Property Testing a Permutation Generator

Written by Pete Corey on Nov 19, 2018.

Last time we spent some time writing a function to generate permutations of length k of a given list. Our final solution was fairly concise, but there are quite a few places where we could have made a mistake in our implementation.

Our first instinct might be to check our work using unit tests. Unfortunately using unit tests to check the correctness of a permutation generator leaves something to be desired. The length of our resulting set of permutations grows rapidly when k and list increase in size, making it feasible to only manually calculate and test the smallest possible permutations.

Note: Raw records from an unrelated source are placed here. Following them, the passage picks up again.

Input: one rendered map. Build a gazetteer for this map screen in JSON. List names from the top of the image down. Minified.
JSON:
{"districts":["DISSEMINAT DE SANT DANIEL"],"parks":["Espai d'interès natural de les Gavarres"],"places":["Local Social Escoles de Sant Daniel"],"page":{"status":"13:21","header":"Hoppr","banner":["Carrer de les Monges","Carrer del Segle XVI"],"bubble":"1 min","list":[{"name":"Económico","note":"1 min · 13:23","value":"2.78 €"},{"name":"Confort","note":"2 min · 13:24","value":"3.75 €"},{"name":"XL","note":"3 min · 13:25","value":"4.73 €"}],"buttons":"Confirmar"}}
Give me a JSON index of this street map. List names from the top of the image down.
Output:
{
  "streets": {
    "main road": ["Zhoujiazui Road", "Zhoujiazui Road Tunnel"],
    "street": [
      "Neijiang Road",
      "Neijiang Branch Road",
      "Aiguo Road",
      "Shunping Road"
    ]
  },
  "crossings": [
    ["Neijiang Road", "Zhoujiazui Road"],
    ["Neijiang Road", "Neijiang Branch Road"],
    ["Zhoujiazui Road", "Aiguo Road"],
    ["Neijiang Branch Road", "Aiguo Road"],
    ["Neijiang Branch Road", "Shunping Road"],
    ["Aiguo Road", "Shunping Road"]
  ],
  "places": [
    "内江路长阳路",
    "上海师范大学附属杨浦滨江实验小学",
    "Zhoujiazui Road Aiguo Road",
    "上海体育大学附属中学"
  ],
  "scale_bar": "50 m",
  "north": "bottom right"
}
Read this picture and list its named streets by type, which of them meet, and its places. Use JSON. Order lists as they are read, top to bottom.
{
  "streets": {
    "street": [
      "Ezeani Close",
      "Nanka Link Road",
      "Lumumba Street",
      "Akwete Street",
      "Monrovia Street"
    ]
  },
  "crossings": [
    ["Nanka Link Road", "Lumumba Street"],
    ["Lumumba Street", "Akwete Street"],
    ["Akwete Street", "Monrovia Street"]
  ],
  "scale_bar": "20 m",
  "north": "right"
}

Thankfully there’s another way. We can use property testing to test the underlying properties of our solution and the permutations we’re generating. This will give us quite a bit more variation on the inputs we test and might uncover some hidden bugs!

Our Permutation Generator

The permutation generator that we’ll be testing looks like this:


defmodule Permutation do
  def generate(list, k \\ nil, repetitions \\ false)
  def generate([], _k, _repetitions), do: [[]]
  def generate(_list, 0, _repetitions), do: [[]]

  def generate(list, k, repetitions) do
    for head <- list,
        tail <- generate(next_list(list, head, repetitions), next_k(k)),
        do: [head | tail]
  end

  defp next_k(k) when is_number(k),
    do: k - 1

  defp next_k(k),
    do: k

  defp next_list(list, _head, true),
    do: list

  defp next_list(list, head, false),
    do: list -- [head]
end

You’ll notice that it’s a little different than the generator we built last time. This generator supports the creation of permutations both with and without repetitions of elements from list, and lets you optionally pass in the length of the final permutations, k.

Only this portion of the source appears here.